The Sacrifice is a movie to be watched over and over again. It’s a testament to humanity and artistic achievement of the highest quality in the history of film-making. Andrei Tarkovski knew very well what he wanted to convey and worked with artists and technicians who understood and trusted him unconditionally. Sven Nykvist was the cinematographer, and together with Tarkovski, applied considerable amounts of color reduction to the film. This technique gave the ethereal quality and range of emotions we experience in every shot. The bottom line: the cinematography is impeccable.
I could go on and on raving about The Sacrifice. It is a movie that needs to be watched quietly and attentively. It is a meditation on life; a universal call to prayer, but not in the religious sense of the word. The Sacrifice is not a religious movie, but it is a movie about the human spirit and its quest to improve the conditions of life. It touches the very core of our vulnerabilities as a species trying to come to terms with the complex world we have woven around us. It asks profound questions, but it does not give us any simplistic answers. It lays out the fabric of our lives before us so we can contemplate and investigate our motivations that clearly lead to the quality of life we are creating together. In a world where words do not mean much, Tarkovsky silently underscores the need for integration.

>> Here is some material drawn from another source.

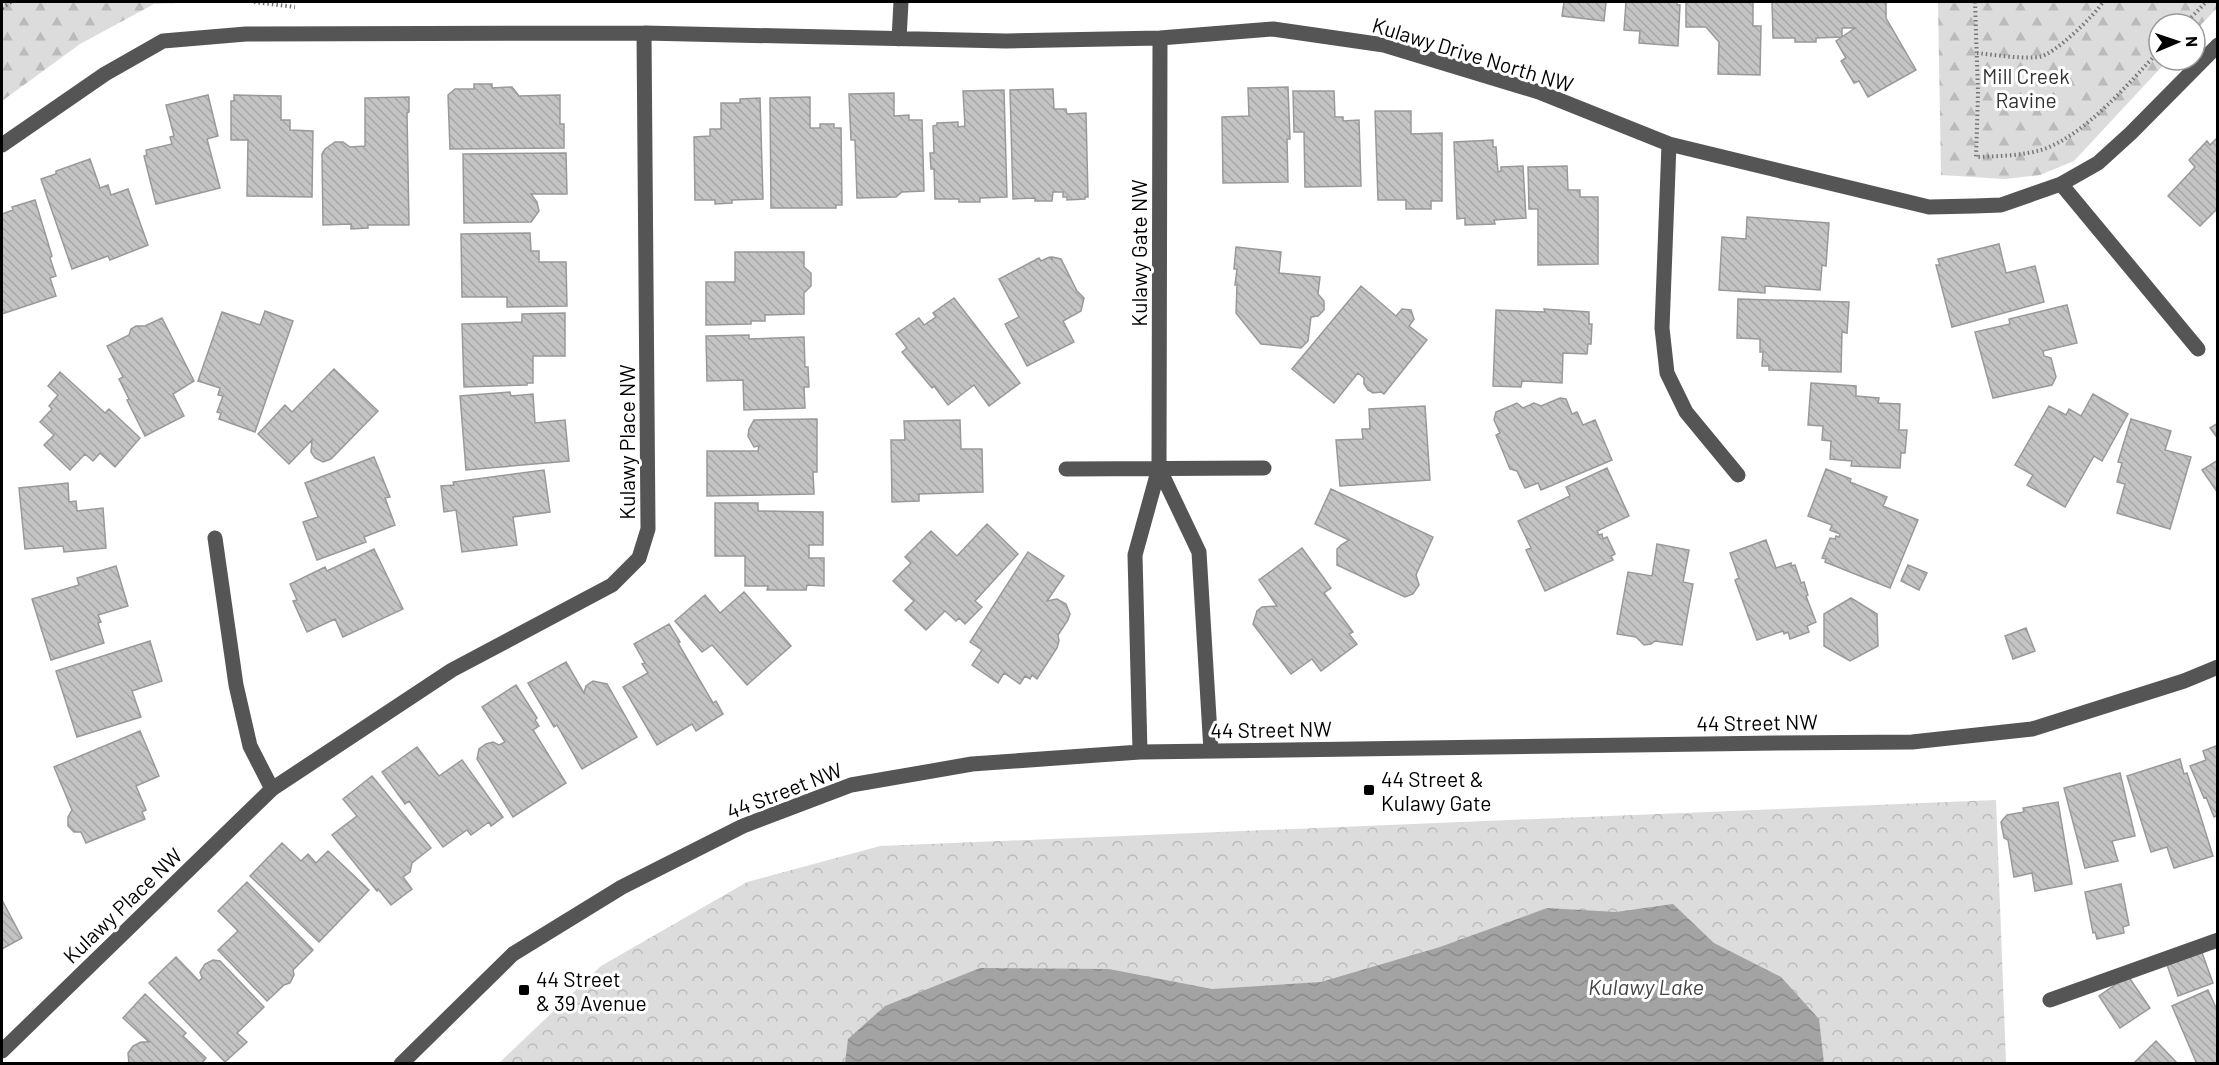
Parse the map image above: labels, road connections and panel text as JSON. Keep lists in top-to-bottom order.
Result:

Structurally speaking, the movie is also subjected to the overarching concept of the “eternal recurrence” which was introduced right from the beginning by Otto in his philosophical reflections with Alexander about Nietzsche. At the end, Little Man addresses the father when he asks his question about Creation. Alexander is gone and cannot provide him with any answers. Little Man is alone and God is silent. The answers must come from within. We are the creators unraveling the mystery of life.